Türkiye “beka” söyleminden başını alamıyor.
AKP-MHP ittifakı ve ulusal medyanın neredeyse yüzde 90’ını oluşturan yandaş basın sayesinde, siyasetin dili giderek askerileşiyor.
Bu askerileşmenin nedeni açık aslında;
Ülkeyi doğru düzgün yönetmeyi beceremeyip, vatandaşı mutlu edemeyenler için bir nevi “can simidi” özelliği taşıyor.
Siyasetin askerileşmesi ile, vatandaşa altında giderek daha fazla ezildiği ekonomik kriz unuttulup, S-400’leri, AKP’nin Suriye macerasında kullanılan mermilerin paralarını, hatta nükleer silahları konuşması sağlanmaya çalışılıyor.

HULUSİ BEY’İN ÜNİFORMASI

Ancak ekonomik kriz o kadar ağır ki, siyasette muktedirin kullandığı o askeri dil de yetmiyor. Görsel malzemeye de başvurmak gerekiyor;
Milli Savunma Bakanı Hulusi Akar’ın geçen ay Şanlıurfa ziyaretinde giydiği “MSB” armalı üniforma benzeri kıyafet, mevcut rejimin söyleminin somut görselini oluşturuyor.
İlk kez sivil bir hükümet üyesi, kendisine özel bir “üniforma” yaptırıp kamuoyunun karşısına bununla çıkıyor.
Kimilerine göre Hulusi Akar’ın emekli bir general olması bu üniforma sevdasını “mazur gösterebilir.”
Ama o üniforma, Türkiye’yi yönetenlerin söylemiyle de birleşince, ortaya çok farklı bir tablo çıkıyor.
O üniforma tek başına;

- AKP hükümetlerinin yıllardır vatandaşa siyaset diye sattığı “askerin sivilleştirilmesi” söyleminin boşa çıktığını;

- Türkiye’ye “Cumhurbaşkanlığı hükümet sistemini” hediye eden AKP-MHP koalisyonunda, -yaratılmaya çalışan tüm imaja rağmen- Erdoğan’ın AKP’sinin kan kaybedip, Bahçeli’nin MHP’sinin güç kazandığını;

- Bahçeli’nin silah hediye ettiği tek Genelkurmay Başkanı olan Hulusi Akar’ın, bugünlerde Milli Savunma Bakanlığının yanısıra, Dışişleri Bakanlığı’nın pekçok görevini de üstlenip, ABD ile anlaşmalar kotaracak kadar güçlendiğini;

- Yine Bahçeli’nin her söylemine sahip çıkıp, sürekli koruyup kolladığı -2018 Genel seçimi öncesindeki istifa imalı konuşmasını ve Bahçeli’nin devreye girmesini hatırlayın- İçişleri Bakanı Süleyman Soylu’nun yıldızının kamuoyunda giderek parladığını gösteriyor.

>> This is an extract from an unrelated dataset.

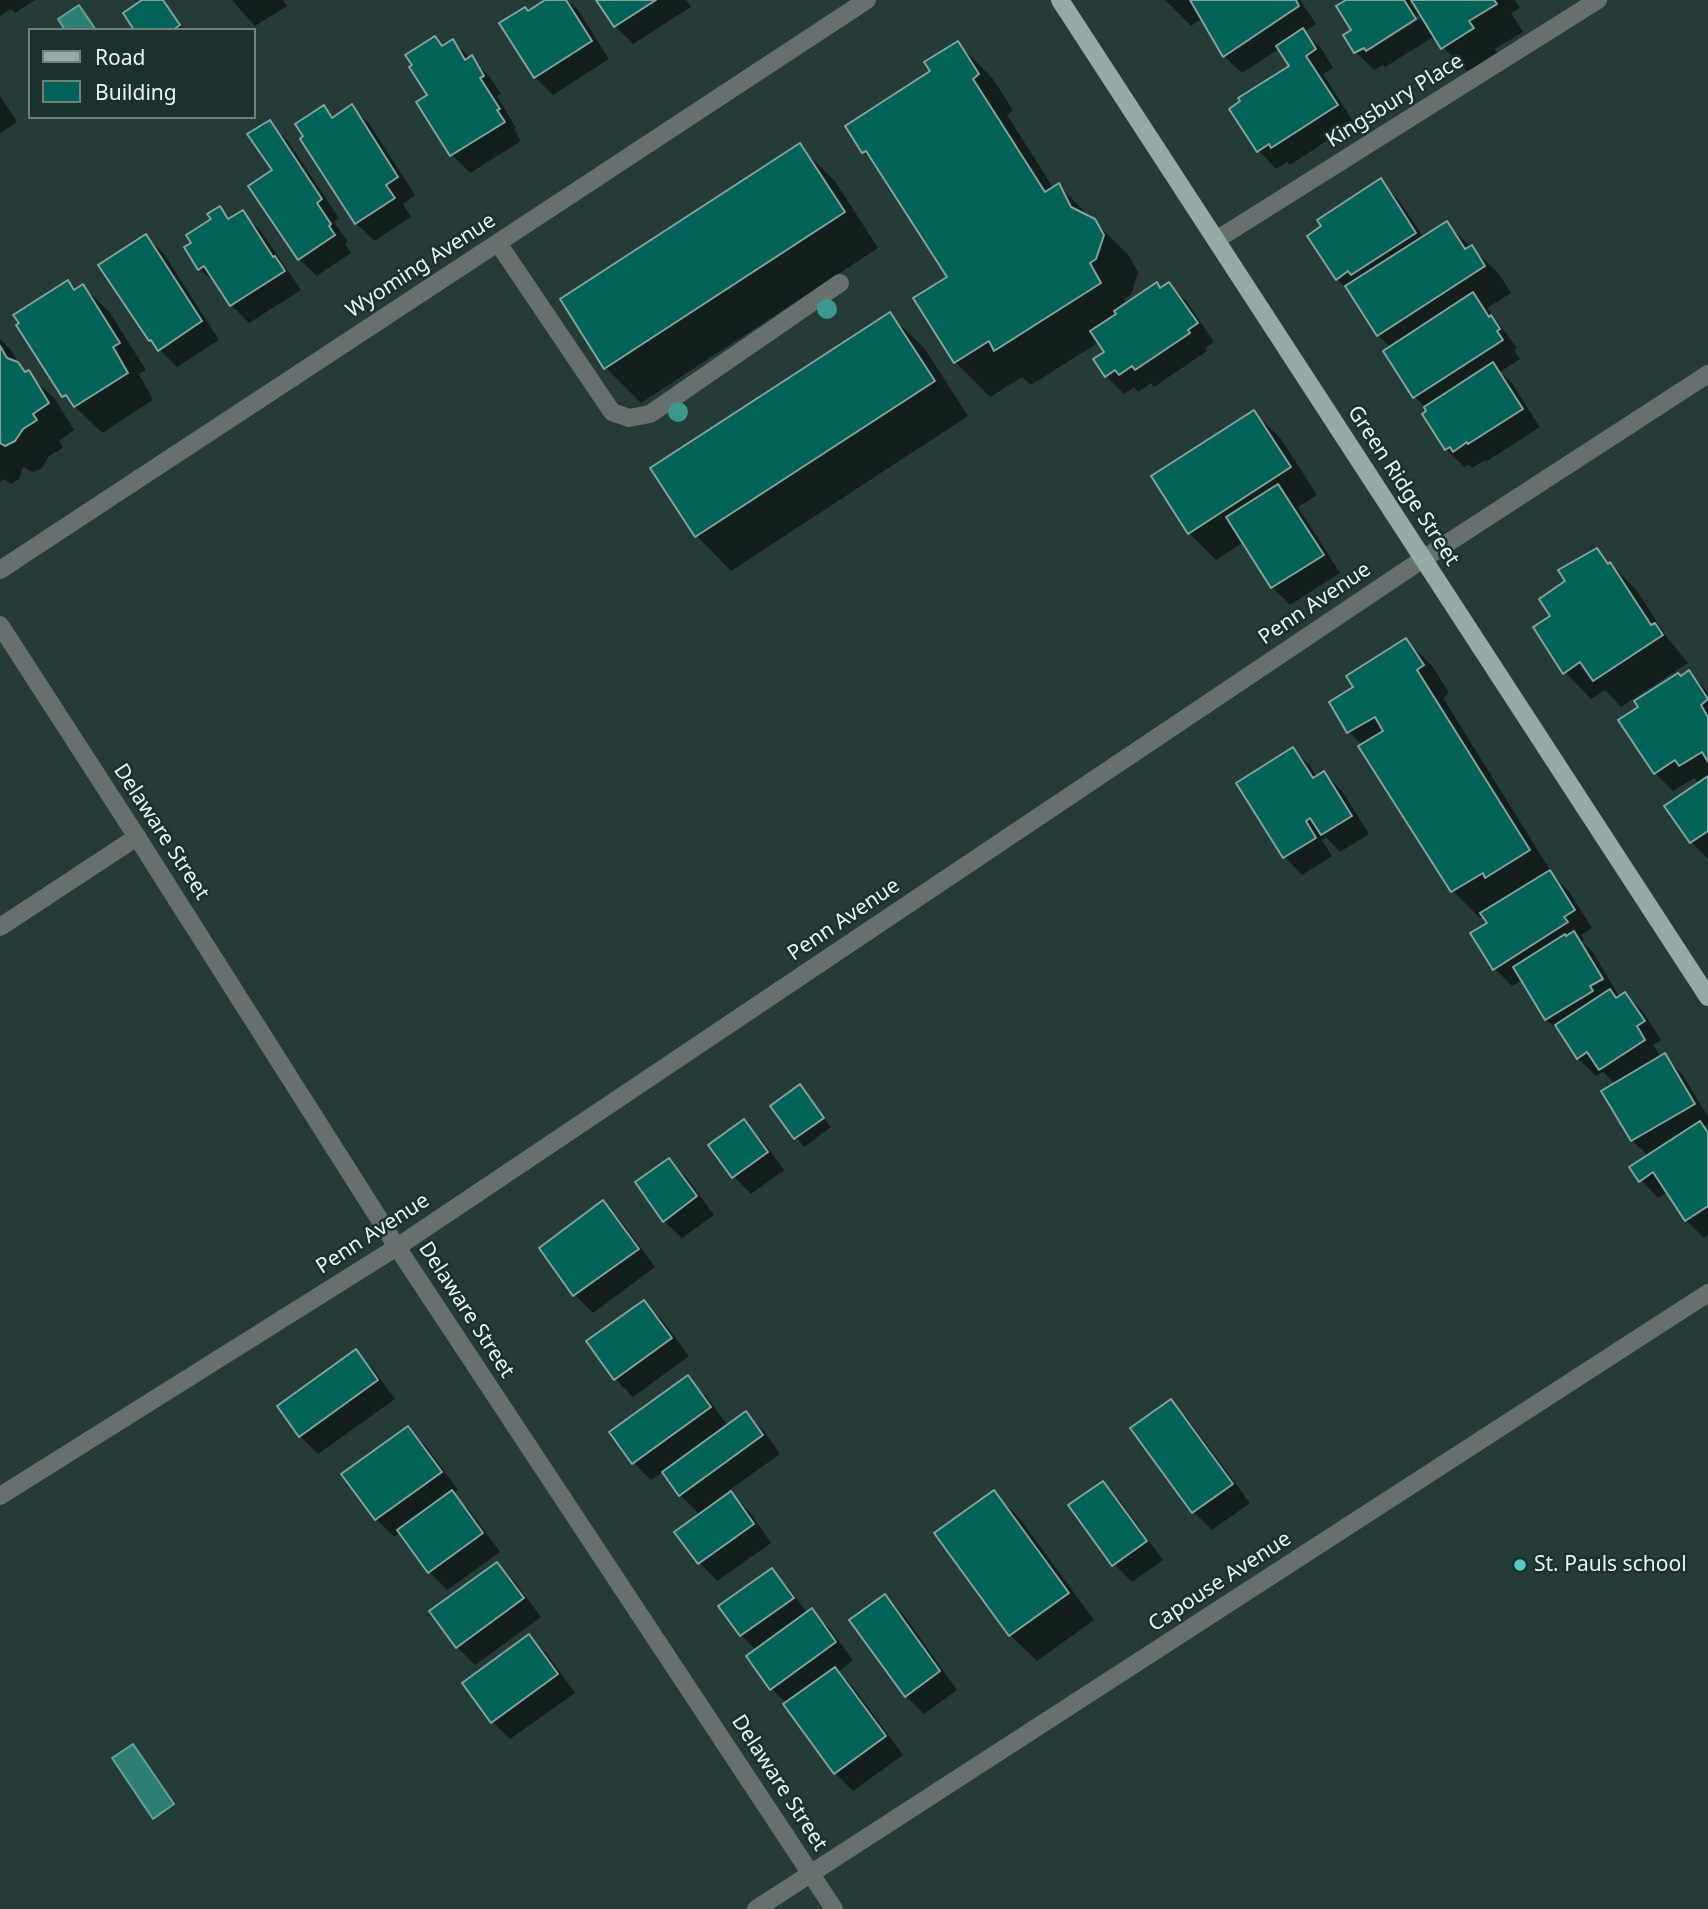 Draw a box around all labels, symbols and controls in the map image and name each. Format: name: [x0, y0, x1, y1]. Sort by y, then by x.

AKP’YE KALAN YİNE BETON LOBİSİ

Bahçeli’nin 40 yıllık söylemi tüm Türkiye’yi sarar, Cumhur ittifakının büyük ortağının oyları küçük ortağa kayarken, AKP’ye kalan da yine en iyi anladığı iş oluyor;
Beton lobisi.
Cumhurbaşkanlığı hükümet sistemi çerçevesinde geldiğimiz noktada, AKP’nin attığı her adımın bir şekilde “beton lobisiyle ilişkilendiğini” görmemek için kör olmak gerek.

- “Türkiye’nin bekası” söylemleriyle çıkılmaya hazırlanılan Fırat’ın doğusu macerasının altından, -Cumhurbaşkanı Erdoğan’ın kendi ifadesiyle- “ Suriyelilere Çevresinde 100-150 m2 bahçesi olan 250-300 m2 evler” çıkıyor.

- AB’ye yapılan “kapıları açarım” söylemi ile, Avrupalılar’ın yeni bir mülteci akınından korkup, Türkiye’deki beton lobisini ihya edecek bu evler için para göndermesi amaçlanıyor.

- Resmi Gazete’de yayınlanan hemen her teşvik kararından mutlaka ama mutlaka AKP’nin pek sevdiği beton işlerini yapan bir inşaat şirketi çıkıyor.

- Türkiye’nin bekasının korunması için, sınırlara binlerce kilometrekalik beton duvarlar örülüyor.

- Millet Bahçesi diye lanse edilen her alan- Ayder, Salda, Çorlu, Nakkaştepe ve diğerleri- aslında otopark, mescit, tesis adı altında betonlaşmaya açılıyor.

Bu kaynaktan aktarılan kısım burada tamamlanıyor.